* **Data provided**
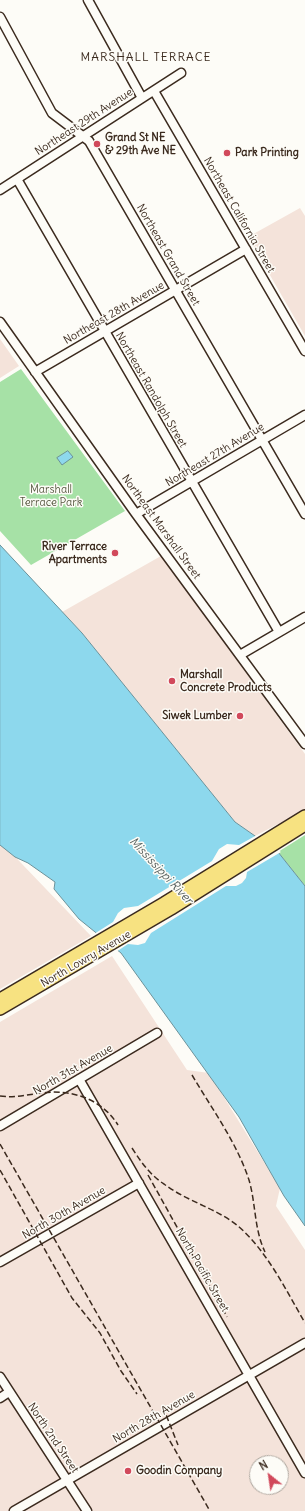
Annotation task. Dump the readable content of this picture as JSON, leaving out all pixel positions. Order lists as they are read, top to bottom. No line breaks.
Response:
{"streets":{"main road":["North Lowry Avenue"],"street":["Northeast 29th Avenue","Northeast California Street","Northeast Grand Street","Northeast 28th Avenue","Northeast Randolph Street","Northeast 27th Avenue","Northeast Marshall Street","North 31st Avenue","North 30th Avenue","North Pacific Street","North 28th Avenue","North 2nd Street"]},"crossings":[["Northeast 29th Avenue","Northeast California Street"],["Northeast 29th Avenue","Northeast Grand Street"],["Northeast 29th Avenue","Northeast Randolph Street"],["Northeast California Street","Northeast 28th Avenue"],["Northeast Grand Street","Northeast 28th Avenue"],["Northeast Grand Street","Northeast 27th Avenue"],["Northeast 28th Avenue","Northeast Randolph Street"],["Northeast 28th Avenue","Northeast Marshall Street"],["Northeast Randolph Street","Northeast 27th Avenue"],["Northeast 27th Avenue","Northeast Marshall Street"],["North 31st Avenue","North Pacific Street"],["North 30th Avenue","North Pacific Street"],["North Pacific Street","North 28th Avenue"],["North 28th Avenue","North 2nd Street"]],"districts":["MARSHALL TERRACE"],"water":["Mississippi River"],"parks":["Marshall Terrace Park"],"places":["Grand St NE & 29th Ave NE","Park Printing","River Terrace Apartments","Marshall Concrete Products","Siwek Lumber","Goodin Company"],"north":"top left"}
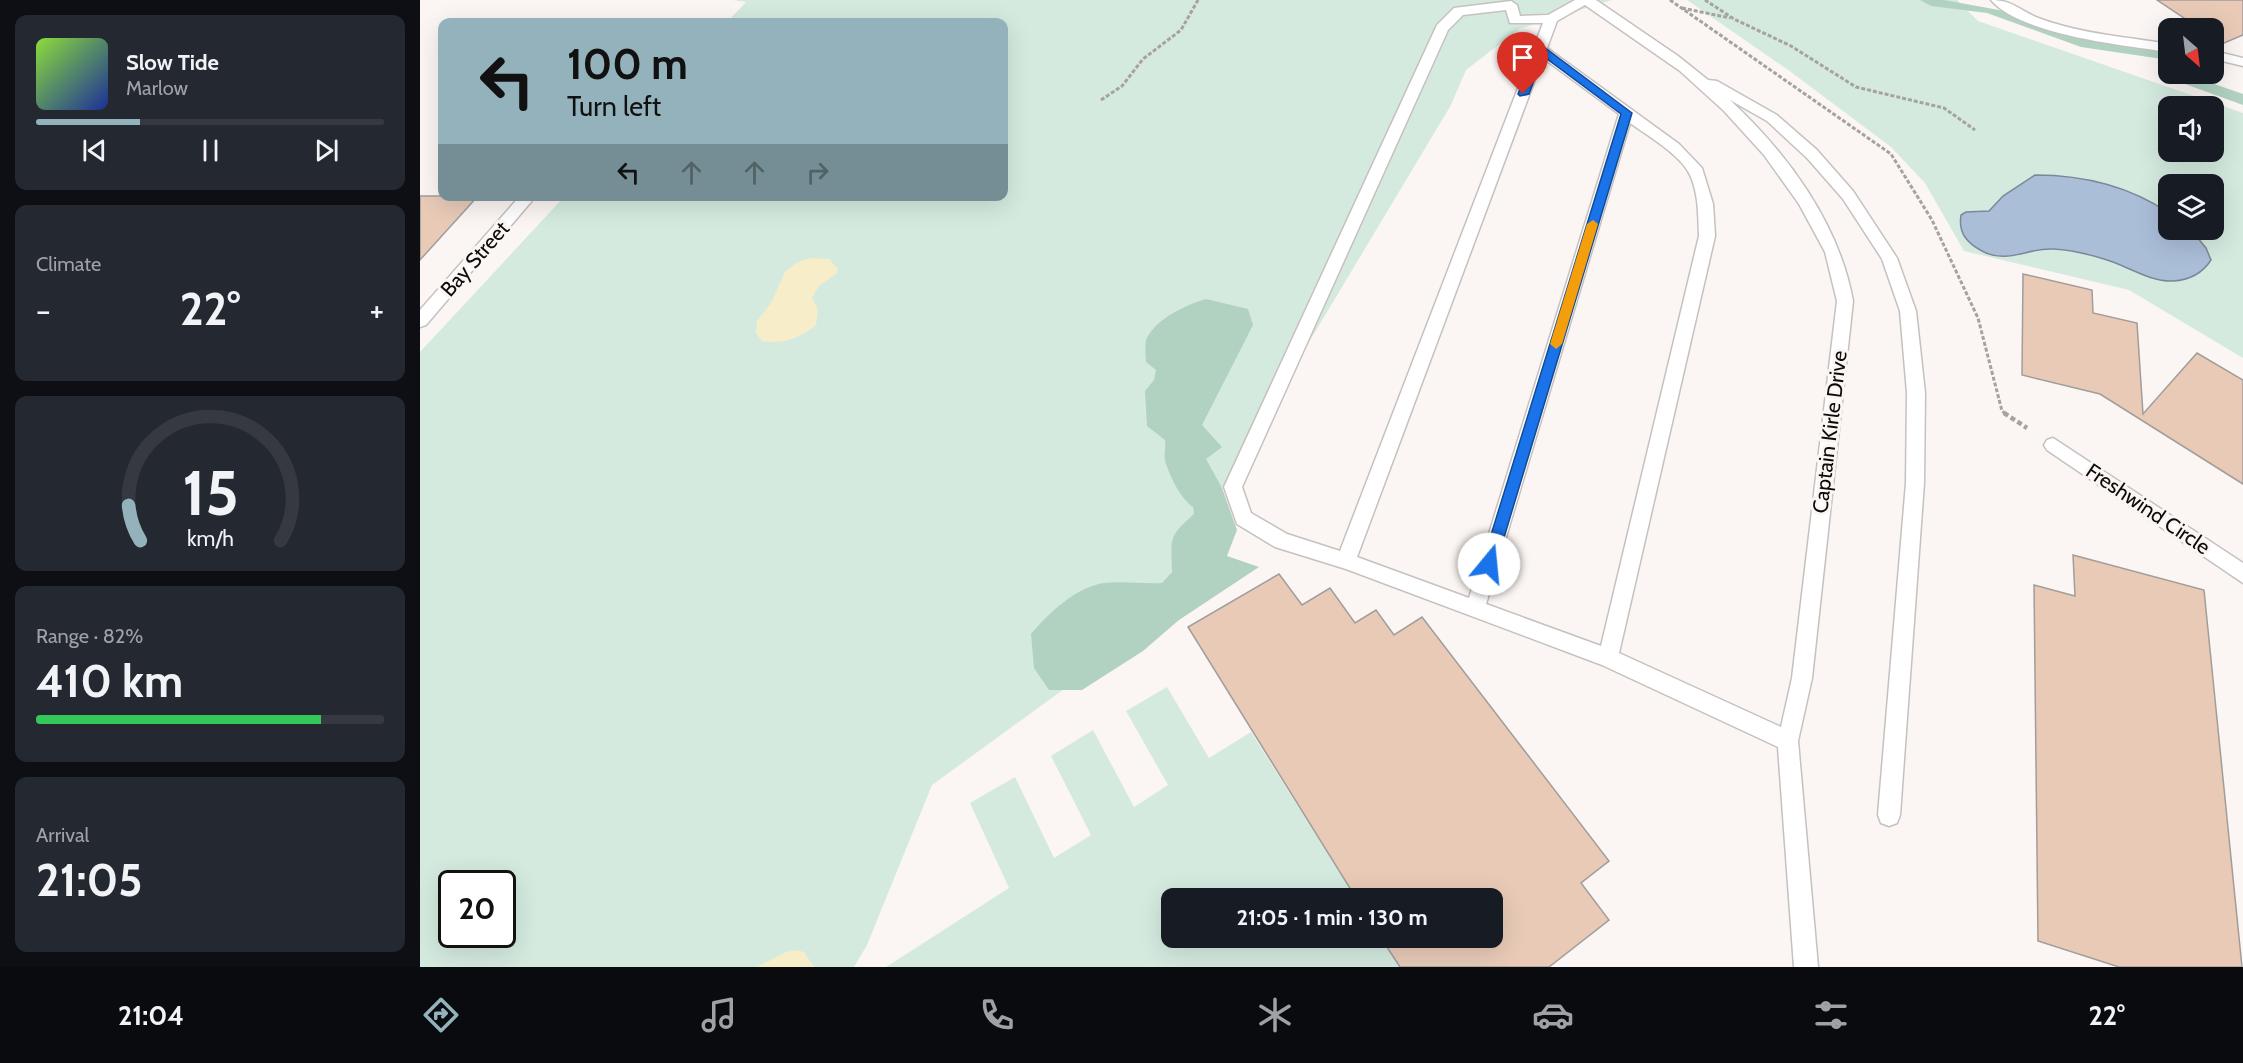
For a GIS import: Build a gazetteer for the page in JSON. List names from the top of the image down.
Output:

* **What you have to do**
Everything from the line containing "For a GIS import: Build" to the last line of the entries above should be quoted exactly, and only that.

* **Solution to this problem**
For a GIS import: Build a gazetteer for the page in JSON. List names from the top of the image down.
Output:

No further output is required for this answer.